As presented by Doctor Mathieu Kerneis (Pitie Salpetriere APHP University Hospital - Paris, France), the ARAMIS trial is the first to evaluate inhibition of the interleukin-1β innate immune pathway, using anakinra, in patients with acute myocarditis, for which there are currently no specific treatments. The trial enrolled 120 symptomatic patients with increased cardiac troponin and acute myocarditis diagnosed using cardiac magnetic resonance imaging, who were randomised within 72 hours of hospital admission to a daily subcutaneous dose of anakinra 100 mg or placebo until hospital discharge on top of standard treatments. A short course of anakinra was not found to improve the primary endpoint of the number of days free of myocarditis complications (heart failure requiring hospitalisation, chest pain requiring medication, LVEF <50% and ventricular arrhythmias) within 28 days post-discharge: median of 30 days with anakinra versus 31 days with placebo (p=0.168).

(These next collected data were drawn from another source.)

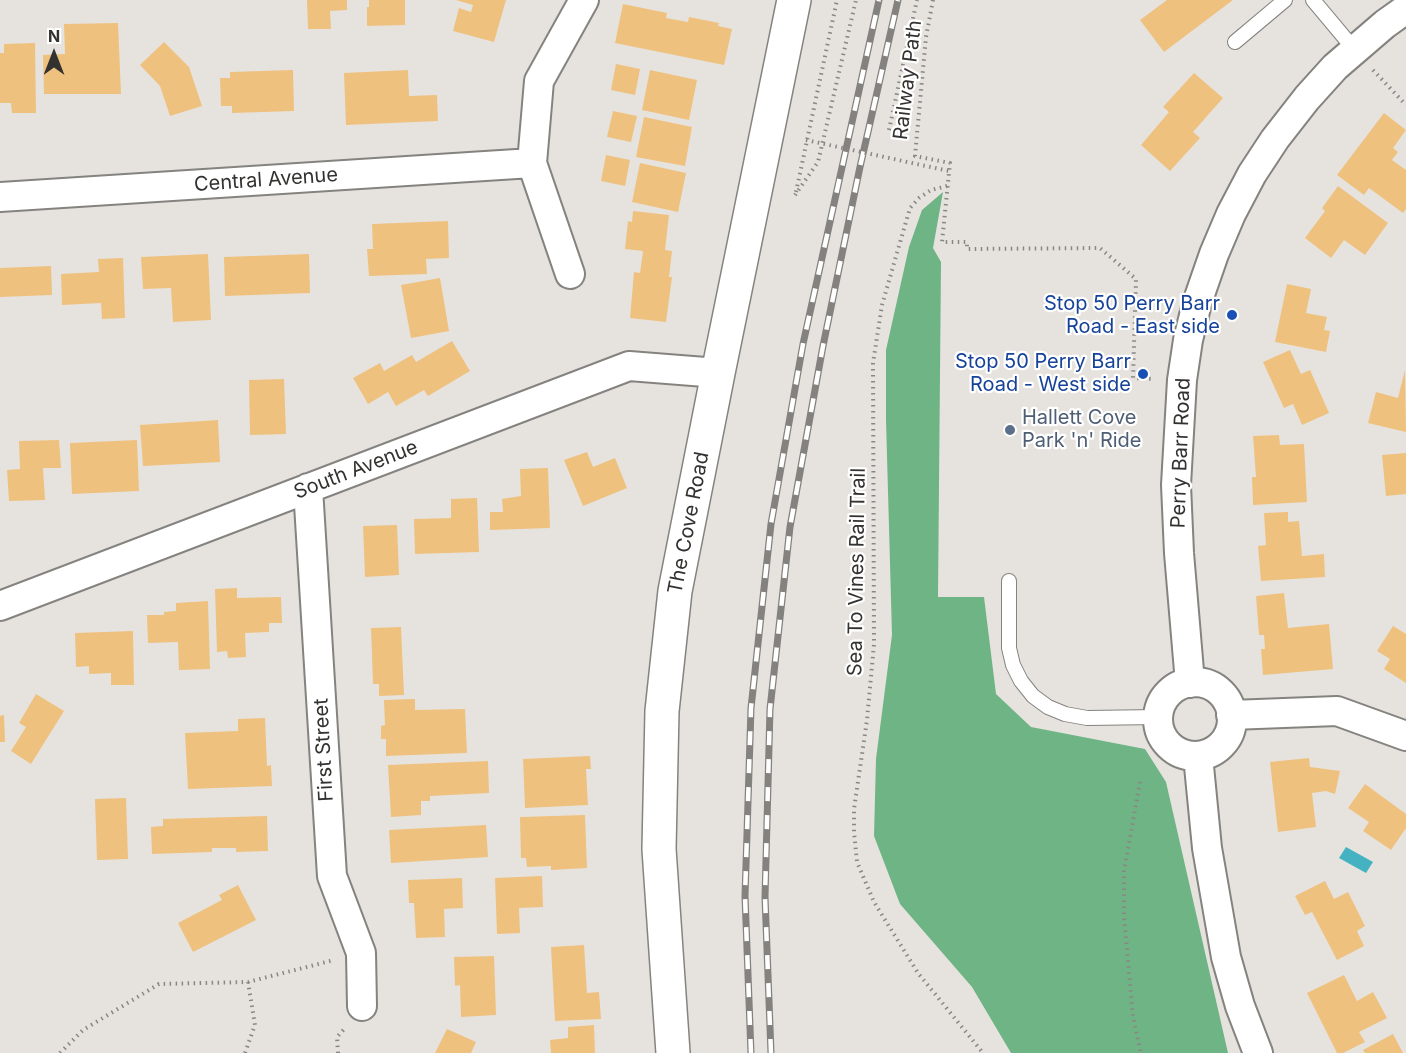 <!DOCTYPE html>
<style>
body{margin:0}
#map{position:relative;width:1406px;height:1053px;overflow:hidden;background:#e6e3df;font-family:Inter,sans-serif}
canvas{display:block}
.north{position:absolute;left:24px;top:24px;width:60px;height:60px;-webkit-text-stroke:4px #fff;paint-order:stroke;rotate:0deg;font-size:16px;font-weight:700;line-height:24px;text-align:center;color:#333230}
.north::after{content:'';display:block;margin:auto;width:21px;height:27px;background:#333230;clip-path:polygon(50% 0,100% 100%,50% 72%,0 100%)}
</style>
<div id="map">
<canvas width="1406" height="1053"></canvas>
<div class="north">N</div>
</div>
<script>
const context = document.querySelector('canvas').getContext('2d');
context.lineJoin = 'round';
function paint(path, color) {
  context.fillStyle = color;
  context.fill(path, 'evenodd');
}
function poly(rows) {
  const path = new Path2D();
  for (const r of rows) {
    if (r.length === 3) {
      path.moveTo(r[0] + r[2], r[1]);
      path.arc(r[0], r[1], r[2], 0, 2 * Math.PI);
      continue;
    }
    path.moveTo(r[0], r[1]);
    for (let i = 2; i < r.length; i += 2) path.lineTo(r[i], r[i + 1]);
  }
  return path;
}
function strokePath(path, color, width, dash) {
  context.strokeStyle = color;
  context.lineWidth = width;
  context.lineCap = dash ? 'butt' : 'round';
  context.setLineDash(dash || []);
  context.stroke(path);
}
function label(font, color, halo, rows, align = 'center') {
  context.font = font + ' Inter,sans-serif';
  context.lineWidth = 4.5;
  context.setLineDash([]);
  context.textBaseline = 'middle';
  context.strokeStyle = halo;
  context.fillStyle = color;
  for (const [text, x, y, turn = 0] of rows) {
    context.save();
    context.translate(x, y);
    context.rotate((+turn || 0) * Math.PI / 180);
    context.textAlign = isNaN(turn) ? turn : align;
    if (halo) context.strokeText(text, 0, 0);
    context.fillText(text, 0, 0);
    context.restore();
  }
}
paint(poly([
 [943,192,933,248,941,262,938,597,984,597,996,694,1031,727,1145,749,1166,782,1228,1053,1011,1053,972,987,900,904,874,836,876,759,892,635,886,420,886,350,909,247,922,210]
]), '#6fb484');
paint(poly([
 [1346,847,1373,862,1366,873,1339,858]
]), '#44b2c0');
paint(poly([
 [307,0,347,0,347,10,330,11,331,29,308,29],
 [369,0,405,0,405,25,367,26,367,7,369,7],
 [456,0,506,0,494,42,453,31,459,8,471,12,473,5],
 [1167,0,1233,0,1164,52,1140,20],
 [623,4,667,13,666,18,688,22,689,17,719,23,718,26,732,29,724,65,615,43],
 [118,23,121,94,44,94,43,55,65,54,64,24],
 [164,42,189,67,202,106,170,116,160,86,140,65],
 [35,43,36,113,12,113,11,103,0,103,0,53,4,53,4,44],
 [616,64,640,69,635,95,611,90],
 [293,70,294,111,232,113,232,106,221,106,220,78,230,78,230,72],
 [408,70,409,96,437,95,438,121,346,125,344,73],
 [650,70,697,80,689,120,642,110],
 [1194,73,1223,98,1193,132,1200,138,1170,171,1141,145,1169,112,1163,107],
 [613,111,637,116,631,142,607,137],
 [1384,113,1406,130,1393,148,1398,152,1392,160,1406,170,1406,209,1403,213,1369,188,1364,195,1337,175],
 [644,117,692,127,685,166,636,157],
 [606,155,630,160,625,186,601,181],
 [640,163,686,173,678,212,632,202],
 [1338,186,1388,223,1365,255,1344,240,1331,258,1305,238,1325,211,1322,208],
 [633,211,669,215,665,250,672,251,669,277,672,277,666,322,630,318,634,272,640,273,643,251,625,249,628,221,632,222],
 [448,221,449,258,426,259,427,274,369,276,367,249,373,249,372,224],
 [208,254,211,320,173,322,171,288,143,289,141,257],
 [309,254,310,293,225,296,224,257],
 [123,258,125,318,102,319,101,303,62,305,61,274,99,272,98,259],
 [51,266,52,295,0,297,0,268],
 [440,278,449,331,411,338,401,285],
 [1287,284,1311,289,1306,313,1327,317,1324,330,1330,331,1326,352,1275,342],
 [452,341,470,371,428,396,424,390,396,406,388,392,368,404,353,378,380,363,384,371,412,355,416,362],
 [1290,350,1301,374,1310,370,1329,413,1302,425,1293,404,1284,408,1263,362],
 [1405,370,1406,432,1368,423,1376,392,1398,398],
 [284,379,286,434,250,435,249,380],
 [218,420,220,462,143,466,140,425],
 [1279,435,1280,445,1304,444,1307,502,1253,505,1252,477,1256,477,1253,436],
 [59,440,61,468,43,468,45,500,9,501,7,470,20,469,19,441],
 [137,440,139,491,72,494,70,443],
 [587,452,593,467,615,458,627,488,583,506,564,460],
 [1406,453,1406,494,1386,496,1382,455],
 [548,468,550,528,490,530,490,512,503,512,502,499,521,496,520,469],
 [477,498,479,552,415,554,414,519,451,518,451,499],
 [1288,512,1288,522,1299,521,1302,556,1324,554,1325,577,1261,581,1258,546,1266,545,1264,513],
 [397,525,399,575,365,577,363,526],
 [237,588,237,598,281,597,282,623,269,623,269,632,245,633,246,657,228,658,227,651,217,652,215,589],
 [1284,593,1288,628,1329,624,1333,669,1263,675,1261,649,1265,649,1264,635,1259,635,1256,596],
 [208,601,210,669,179,670,178,642,148,643,147,615,164,615,164,612,176,611,176,603],
 [1393,626,1406,634,1406,683,1384,669,1390,659,1377,651],
 [401,627,404,695,379,696,379,684,373,684,371,628],
 [133,631,134,685,111,685,111,673,89,674,89,666,76,667,75,633],
 [36,694,64,711,31,764,11,751,26,727,19,723],
 [415,699,415,710,465,709,467,753,386,756,386,739,381,739,381,726,385,725,384,700],
 [4,715,5,742,0,742,0,716],
 [265,718,267,766,271,765,272,786,188,789,185,733,238,731,238,719],
 [590,756,591,769,586,769,588,805,525,808,523,759],
 [1309,758,1310,767,1340,771,1335,794,1326,791,1312,793,1316,827,1278,832,1270,762],
 [488,761,489,793,430,796,430,801,421,801,421,815,391,817,388,765],
 [1365,784,1406,814,1406,828,1391,850,1363,831,1369,822,1348,808],
 [126,798,128,859,97,860,95,799],
 [585,815,587,868,551,870,551,866,527,867,526,858,521,858,520,817],
 [267,816,268,851,236,852,236,848,212,848,212,852,152,854,151,827,163,826,163,819],
 [486,825,488,857,391,863,389,830],
 [542,876,543,907,519,908,520,933,497,934,495,878],
 [462,878,463,908,444,909,445,937,416,938,414,903,409,903,408,880],
 [1325,881,1334,899,1348,892,1365,926,1357,931,1364,946,1337,960,1312,912,1305,915,1295,896],
 [238,885,256,920,193,952,178,923,222,900,219,895],
 [584,945,587,993,599,992,601,1019,555,1021,551,947],
 [494,956,496,1015,461,1017,460,985,455,986,454,957],
 [1344,975,1357,1001,1373,992,1387,1018,1359,1032,1365,1042,1343,1053,1337,1053,1307,993],
 [594,1025,595,1053,551,1053,550,1040,568,1038,568,1027],
 [447,1029,476,1042,471,1053,435,1053],
 [1393,1034,1403,1053,1365,1053,1363,1050]
]), '#efc17e');
const lane = poly([
 [1313,0,1354,49],
 [1235,42,1285,0],
 [1009,581,1009,648,1013,665,1021,681,1033,696,1048,707,1065,714,1087,718,1158,717]
]);
const street = poly([
 [0,197,532,163],
 [570,274,532,163,539,81,584,0],
 [308,488,332,876,361,953,362,1006],
 [0,606,629,366,718,373],
 [1195,719,37],
 [1190,683,1179,553,1176,485,1182,380,1188,340,1197,303,1214,254,1231,214,1252,174,1275,139,1307,98,1335,67,1385,24,1406,9],
 [1231,715,1337,711,1406,736],
 [1198,756,1207,848,1226,957,1240,1006,1258,1053]
]);
const secondary = poly([
 [673,1053,659,849,662,711,675,591,718,373,794,0]
]);
strokePath(lane, '#85837f', 16);
strokePath(street, '#85837f', 32);
strokePath(secondary, '#85837f', 36);
strokePath(poly([
 [933,0,926,37,915,156,950,163,942,242,967,242,967,249,1100,248,1136,279,1133,378,1154,379],
 [1373,70,1406,105],
 [889,130,917,0],
 [947,186,931,190,919,198,910,208,882,305,873,363,874,644,867,720,854,809,854,832,857,862,874,902,918,973,983,1053],
 [796,192,837,0],
 [795,195,818,162,856,0],
 [1140,782,1124,871,1124,916,1133,1017,1141,1053],
 [60,1053,83,1030,159,984,248,982,334,960],
 [245,1053,255,1025,248,982],
 [338,1053,337,1037,346,1027]
]), '#898784', 4, [1.5, 4.5]);
strokePath(lane, '#fff', 14);
strokePath(street, '#fff', 28);
strokePath(secondary, '#fff', 33);
const rail = poly([
 [751,1053,745,896,751,708,771,524,803,344,879,0],
 [771,1053,765,897,770,709,790,527,823,346,860,167,898,0]
]);
strokePath(rail, '#84827f', 7);
strokePath(rail, '#fff', 4.5, [14]);
strokePath(poly([
 [806,140,949,171]
]), '#898784', 4, [1.5, 4.5]);
for (const [x, y, r, color] of [
 [1232,315,6,"#1a4fb4"],
 [1143,374,6,"#1a4fb4"],
 [1010,430,6,"#5c6f8a"]
]) {
  const dot = new Path2D();
  dot.arc(x, y, r, 0, 2 * Math.PI);
  context.fillStyle = color;
  context.fill(dot);
  strokePath(dot, '#fff', 2);
}
label('20px', '#333230', '#fff', [
 ["Railway Path",908,80,-83],
 ["Central Avenue",266,180,-4],
 ["Perry Barr Road",1181,453,-88],
 ["South Avenue",356,470,-21],
 ["The Cove Road",689,523,-79],
 ["Sea To Vines Rail Trail",857,572,-89],
 ["First Street",324,750,-93]
]);
label('20px', '#164399', '#fff', [
 ["Stop 50 Perry Barr",1220,304],
 ["Road - East side",1220,327],
 ["Stop 50 Perry Barr",1131,362],
 ["Road - West side",1131,385]
], 'right');
label('20px', '#4e5e75', '#fff', [
 ["Hallett Cove",1022,418],
 ["Park 'n' Ride",1022,441]
], 'left');
</script>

It was concluded that further trials are needed to explore the potential benefit of an anti-inflammatory strategy in acute myocarditis patients at high risk of complications and also to evaluate prolonged anti-inflammatory strategies in patients at low-to-moderate risk of complications.

To end the session, Doctor Mads Brix Kronborg (Aarhus University Hospital - Aarhus, Denmark) described the DANPACE II trial designed to investigate whether minimised atrial pacing reduces the incidence of atrial fibrillation (AF) in patients with sinus node dysfunction. A total of 539 patients with sinus node dysfunction and an indication for a first-time dual chamber (DDD) pacemaker were analysed following randomisation to either a base rate of 60 bpm and rate-adaptive DDD (DDDR-60 group) or to a base rate of 40 bpm and non-rate-adaptive DDD (DDD-40 group). After 2 years, the primary endpoint – episodes of AF lasting >6 minutes detected by the pacemaker – occurred in 46% of patients in each group (p=0.83). Similarly, there was no benefit observed in any of the secondary endpoints. Of note, significantly more patients in the DDD-40 group experienced syncope or presyncope compared with the DDDR-60 group (22% versus 13%; HR 1.71; 95% CI 1.13 to 2.59; p=0.01), further demonstrating that minimising pacing does not benefit patients with sinus node dysfunction.